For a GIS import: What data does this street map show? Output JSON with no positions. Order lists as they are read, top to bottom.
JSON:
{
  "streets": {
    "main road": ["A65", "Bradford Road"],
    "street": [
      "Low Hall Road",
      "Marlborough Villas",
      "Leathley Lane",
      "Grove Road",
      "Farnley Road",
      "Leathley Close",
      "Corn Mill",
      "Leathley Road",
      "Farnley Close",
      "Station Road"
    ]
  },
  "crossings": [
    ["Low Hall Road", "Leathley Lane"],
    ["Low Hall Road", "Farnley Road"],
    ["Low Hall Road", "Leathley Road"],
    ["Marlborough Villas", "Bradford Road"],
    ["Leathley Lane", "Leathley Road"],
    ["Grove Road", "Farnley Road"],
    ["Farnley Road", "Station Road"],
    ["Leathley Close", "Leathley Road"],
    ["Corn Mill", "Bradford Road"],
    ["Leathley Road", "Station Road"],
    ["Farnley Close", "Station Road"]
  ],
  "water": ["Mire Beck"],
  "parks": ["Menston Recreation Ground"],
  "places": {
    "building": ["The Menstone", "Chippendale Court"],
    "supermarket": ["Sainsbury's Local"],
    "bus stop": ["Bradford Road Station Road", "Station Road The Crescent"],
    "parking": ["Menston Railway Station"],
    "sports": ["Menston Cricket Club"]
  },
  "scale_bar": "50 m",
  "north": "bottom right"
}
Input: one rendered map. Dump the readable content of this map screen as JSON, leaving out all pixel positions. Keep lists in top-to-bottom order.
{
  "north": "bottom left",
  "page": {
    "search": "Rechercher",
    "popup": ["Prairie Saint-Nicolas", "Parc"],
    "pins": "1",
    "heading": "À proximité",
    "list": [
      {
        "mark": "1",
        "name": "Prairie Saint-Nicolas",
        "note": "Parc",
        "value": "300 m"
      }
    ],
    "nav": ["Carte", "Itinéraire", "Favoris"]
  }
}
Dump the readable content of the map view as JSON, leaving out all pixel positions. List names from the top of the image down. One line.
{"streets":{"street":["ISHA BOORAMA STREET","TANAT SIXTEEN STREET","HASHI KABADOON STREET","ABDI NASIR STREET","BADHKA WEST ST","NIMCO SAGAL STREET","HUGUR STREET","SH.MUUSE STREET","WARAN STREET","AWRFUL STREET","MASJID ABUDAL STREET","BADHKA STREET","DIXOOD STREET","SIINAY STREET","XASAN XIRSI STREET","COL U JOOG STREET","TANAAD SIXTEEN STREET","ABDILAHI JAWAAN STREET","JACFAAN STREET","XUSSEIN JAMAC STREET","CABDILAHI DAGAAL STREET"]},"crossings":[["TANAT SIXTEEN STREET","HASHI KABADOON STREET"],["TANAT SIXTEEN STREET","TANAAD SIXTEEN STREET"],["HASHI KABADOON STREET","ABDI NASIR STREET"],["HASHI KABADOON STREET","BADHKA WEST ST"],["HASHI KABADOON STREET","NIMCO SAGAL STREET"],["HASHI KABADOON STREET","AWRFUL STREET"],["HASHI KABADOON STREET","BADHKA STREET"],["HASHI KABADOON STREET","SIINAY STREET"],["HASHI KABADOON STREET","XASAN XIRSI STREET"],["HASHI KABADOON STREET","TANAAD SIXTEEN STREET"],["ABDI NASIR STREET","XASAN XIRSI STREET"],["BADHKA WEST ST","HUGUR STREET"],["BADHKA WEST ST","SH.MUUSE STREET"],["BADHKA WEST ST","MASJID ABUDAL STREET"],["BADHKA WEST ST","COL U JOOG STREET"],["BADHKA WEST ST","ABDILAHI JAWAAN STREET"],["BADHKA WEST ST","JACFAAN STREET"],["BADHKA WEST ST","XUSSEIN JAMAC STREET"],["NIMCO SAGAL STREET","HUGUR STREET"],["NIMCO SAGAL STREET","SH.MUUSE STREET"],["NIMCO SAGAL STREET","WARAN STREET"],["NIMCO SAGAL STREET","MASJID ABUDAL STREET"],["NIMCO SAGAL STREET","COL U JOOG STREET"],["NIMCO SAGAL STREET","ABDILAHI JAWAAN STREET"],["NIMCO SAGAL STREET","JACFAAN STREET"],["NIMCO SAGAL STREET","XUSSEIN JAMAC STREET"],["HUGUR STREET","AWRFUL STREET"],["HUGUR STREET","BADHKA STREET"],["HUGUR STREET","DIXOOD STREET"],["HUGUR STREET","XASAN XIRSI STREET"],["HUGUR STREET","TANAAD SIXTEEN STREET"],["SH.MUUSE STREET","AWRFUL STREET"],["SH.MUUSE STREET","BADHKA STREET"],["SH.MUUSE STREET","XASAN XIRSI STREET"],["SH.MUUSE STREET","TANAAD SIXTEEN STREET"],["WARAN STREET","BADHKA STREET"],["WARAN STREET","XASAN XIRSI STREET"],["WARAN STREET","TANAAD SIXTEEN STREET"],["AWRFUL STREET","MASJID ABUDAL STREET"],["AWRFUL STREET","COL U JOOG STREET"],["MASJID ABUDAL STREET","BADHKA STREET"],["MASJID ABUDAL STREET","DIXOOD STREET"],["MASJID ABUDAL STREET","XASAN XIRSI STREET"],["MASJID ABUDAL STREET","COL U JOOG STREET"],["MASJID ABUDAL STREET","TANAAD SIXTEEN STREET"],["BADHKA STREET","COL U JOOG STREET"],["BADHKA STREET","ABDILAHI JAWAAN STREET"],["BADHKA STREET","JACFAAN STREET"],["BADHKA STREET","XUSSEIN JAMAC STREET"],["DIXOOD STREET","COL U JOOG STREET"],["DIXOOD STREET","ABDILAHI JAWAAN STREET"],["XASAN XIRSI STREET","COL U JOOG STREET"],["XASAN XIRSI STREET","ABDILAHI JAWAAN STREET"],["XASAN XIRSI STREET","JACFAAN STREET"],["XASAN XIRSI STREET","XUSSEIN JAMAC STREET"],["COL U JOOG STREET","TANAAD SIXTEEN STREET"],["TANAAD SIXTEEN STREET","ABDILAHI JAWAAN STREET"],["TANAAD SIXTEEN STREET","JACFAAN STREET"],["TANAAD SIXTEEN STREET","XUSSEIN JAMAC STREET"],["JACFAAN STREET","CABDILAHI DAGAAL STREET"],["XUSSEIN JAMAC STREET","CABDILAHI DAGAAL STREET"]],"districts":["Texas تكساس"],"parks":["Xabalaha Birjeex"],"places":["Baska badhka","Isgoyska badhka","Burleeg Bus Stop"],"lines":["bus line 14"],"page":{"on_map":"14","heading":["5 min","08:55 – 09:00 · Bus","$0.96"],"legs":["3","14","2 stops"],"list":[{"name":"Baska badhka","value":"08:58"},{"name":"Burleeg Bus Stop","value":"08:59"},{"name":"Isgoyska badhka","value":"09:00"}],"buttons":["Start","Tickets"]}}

§ INSTRUCTIONS FOR THE TASK: All of the records need to be returned exactly as they are.

§ OUTPUT FOR THIS EXERCISE:
For a GIS import: What data does this street map show? Output JSON with no positions. Order lists as they are read, top to bottom.
JSON:
{
  "streets": {
    "main road": ["A65", "Bradford Road"],
    "street": [
      "Low Hall Road",
      "Marlborough Villas",
      "Leathley Lane",
      "Grove Road",
      "Farnley Road",
      "Leathley Close",
      "Corn Mill",
      "Leathley Road",
      "Farnley Close",
      "Station Road"
    ]
  },
  "crossings": [
    ["Low Hall Road", "Leathley Lane"],
    ["Low Hall Road", "Farnley Road"],
    ["Low Hall Road", "Leathley Road"],
    ["Marlborough Villas", "Bradford Road"],
    ["Leathley Lane", "Leathley Road"],
    ["Grove Road", "Farnley Road"],
    ["Farnley Road", "Station Road"],
    ["Leathley Close", "Leathley Road"],
    ["Corn Mill", "Bradford Road"],
    ["Leathley Road", "Station Road"],
    ["Farnley Close", "Station Road"]
  ],
  "water": ["Mire Beck"],
  "parks": ["Menston Recreation Ground"],
  "places": {
    "building": ["The Menstone", "Chippendale Court"],
    "supermarket": ["Sainsbury's Local"],
    "bus stop": ["Bradford Road Station Road", "Station Road The Crescent"],
    "parking": ["Menston Railway Station"],
    "sports": ["Menston Cricket Club"]
  },
  "scale_bar": "50 m",
  "north": "bottom right"
}
Input: one rendered map. Dump the readable content of this map screen as JSON, leaving out all pixel positions. Keep lists in top-to-bottom order.
{
  "north": "bottom left",
  "page": {
    "search": "Rechercher",
    "popup": ["Prairie Saint-Nicolas", "Parc"],
    "pins": "1",
    "heading": "À proximité",
    "list": [
      {
        "mark": "1",
        "name": "Prairie Saint-Nicolas",
        "note": "Parc",
        "value": "300 m"
      }
    ],
    "nav": ["Carte", "Itinéraire", "Favoris"]
  }
}
Dump the readable content of the map view as JSON, leaving out all pixel positions. List names from the top of the image down. One line.
{"streets":{"street":["ISHA BOORAMA STREET","TANAT SIXTEEN STREET","HASHI KABADOON STREET","ABDI NASIR STREET","BADHKA WEST ST","NIMCO SAGAL STREET","HUGUR STREET","SH.MUUSE STREET","WARAN STREET","AWRFUL STREET","MASJID ABUDAL STREET","BADHKA STREET","DIXOOD STREET","SIINAY STREET","XASAN XIRSI STREET","COL U JOOG STREET","TANAAD SIXTEEN STREET","ABDILAHI JAWAAN STREET","JACFAAN STREET","XUSSEIN JAMAC STREET","CABDILAHI DAGAAL STREET"]},"crossings":[["TANAT SIXTEEN STREET","HASHI KABADOON STREET"],["TANAT SIXTEEN STREET","TANAAD SIXTEEN STREET"],["HASHI KABADOON STREET","ABDI NASIR STREET"],["HASHI KABADOON STREET","BADHKA WEST ST"],["HASHI KABADOON STREET","NIMCO SAGAL STREET"],["HASHI KABADOON STREET","AWRFUL STREET"],["HASHI KABADOON STREET","BADHKA STREET"],["HASHI KABADOON STREET","SIINAY STREET"],["HASHI KABADOON STREET","XASAN XIRSI STREET"],["HASHI KABADOON STREET","TANAAD SIXTEEN STREET"],["ABDI NASIR STREET","XASAN XIRSI STREET"],["BADHKA WEST ST","HUGUR STREET"],["BADHKA WEST ST","SH.MUUSE STREET"],["BADHKA WEST ST","MASJID ABUDAL STREET"],["BADHKA WEST ST","COL U JOOG STREET"],["BADHKA WEST ST","ABDILAHI JAWAAN STREET"],["BADHKA WEST ST","JACFAAN STREET"],["BADHKA WEST ST","XUSSEIN JAMAC STREET"],["NIMCO SAGAL STREET","HUGUR STREET"],["NIMCO SAGAL STREET","SH.MUUSE STREET"],["NIMCO SAGAL STREET","WARAN STREET"],["NIMCO SAGAL STREET","MASJID ABUDAL STREET"],["NIMCO SAGAL STREET","COL U JOOG STREET"],["NIMCO SAGAL STREET","ABDILAHI JAWAAN STREET"],["NIMCO SAGAL STREET","JACFAAN STREET"],["NIMCO SAGAL STREET","XUSSEIN JAMAC STREET"],["HUGUR STREET","AWRFUL STREET"],["HUGUR STREET","BADHKA STREET"],["HUGUR STREET","DIXOOD STREET"],["HUGUR STREET","XASAN XIRSI STREET"],["HUGUR STREET","TANAAD SIXTEEN STREET"],["SH.MUUSE STREET","AWRFUL STREET"],["SH.MUUSE STREET","BADHKA STREET"],["SH.MUUSE STREET","XASAN XIRSI STREET"],["SH.MUUSE STREET","TANAAD SIXTEEN STREET"],["WARAN STREET","BADHKA STREET"],["WARAN STREET","XASAN XIRSI STREET"],["WARAN STREET","TANAAD SIXTEEN STREET"],["AWRFUL STREET","MASJID ABUDAL STREET"],["AWRFUL STREET","COL U JOOG STREET"],["MASJID ABUDAL STREET","BADHKA STREET"],["MASJID ABUDAL STREET","DIXOOD STREET"],["MASJID ABUDAL STREET","XASAN XIRSI STREET"],["MASJID ABUDAL STREET","COL U JOOG STREET"],["MASJID ABUDAL STREET","TANAAD SIXTEEN STREET"],["BADHKA STREET","COL U JOOG STREET"],["BADHKA STREET","ABDILAHI JAWAAN STREET"],["BADHKA STREET","JACFAAN STREET"],["BADHKA STREET","XUSSEIN JAMAC STREET"],["DIXOOD STREET","COL U JOOG STREET"],["DIXOOD STREET","ABDILAHI JAWAAN STREET"],["XASAN XIRSI STREET","COL U JOOG STREET"],["XASAN XIRSI STREET","ABDILAHI JAWAAN STREET"],["XASAN XIRSI STREET","JACFAAN STREET"],["XASAN XIRSI STREET","XUSSEIN JAMAC STREET"],["COL U JOOG STREET","TANAAD SIXTEEN STREET"],["TANAAD SIXTEEN STREET","ABDILAHI JAWAAN STREET"],["TANAAD SIXTEEN STREET","JACFAAN STREET"],["TANAAD SIXTEEN STREET","XUSSEIN JAMAC STREET"],["JACFAAN STREET","CABDILAHI DAGAAL STREET"],["XUSSEIN JAMAC STREET","CABDILAHI DAGAAL STREET"]],"districts":["Texas تكساس"],"parks":["Xabalaha Birjeex"],"places":["Baska badhka","Isgoyska badhka","Burleeg Bus Stop"],"lines":["bus line 14"],"page":{"on_map":"14","heading":["5 min","08:55 – 09:00 · Bus","$0.96"],"legs":["3","14","2 stops"],"list":[{"name":"Baska badhka","value":"08:58"},{"name":"Burleeg Bus Stop","value":"08:59"},{"name":"Isgoyska badhka","value":"09:00"}],"buttons":["Start","Tickets"]}}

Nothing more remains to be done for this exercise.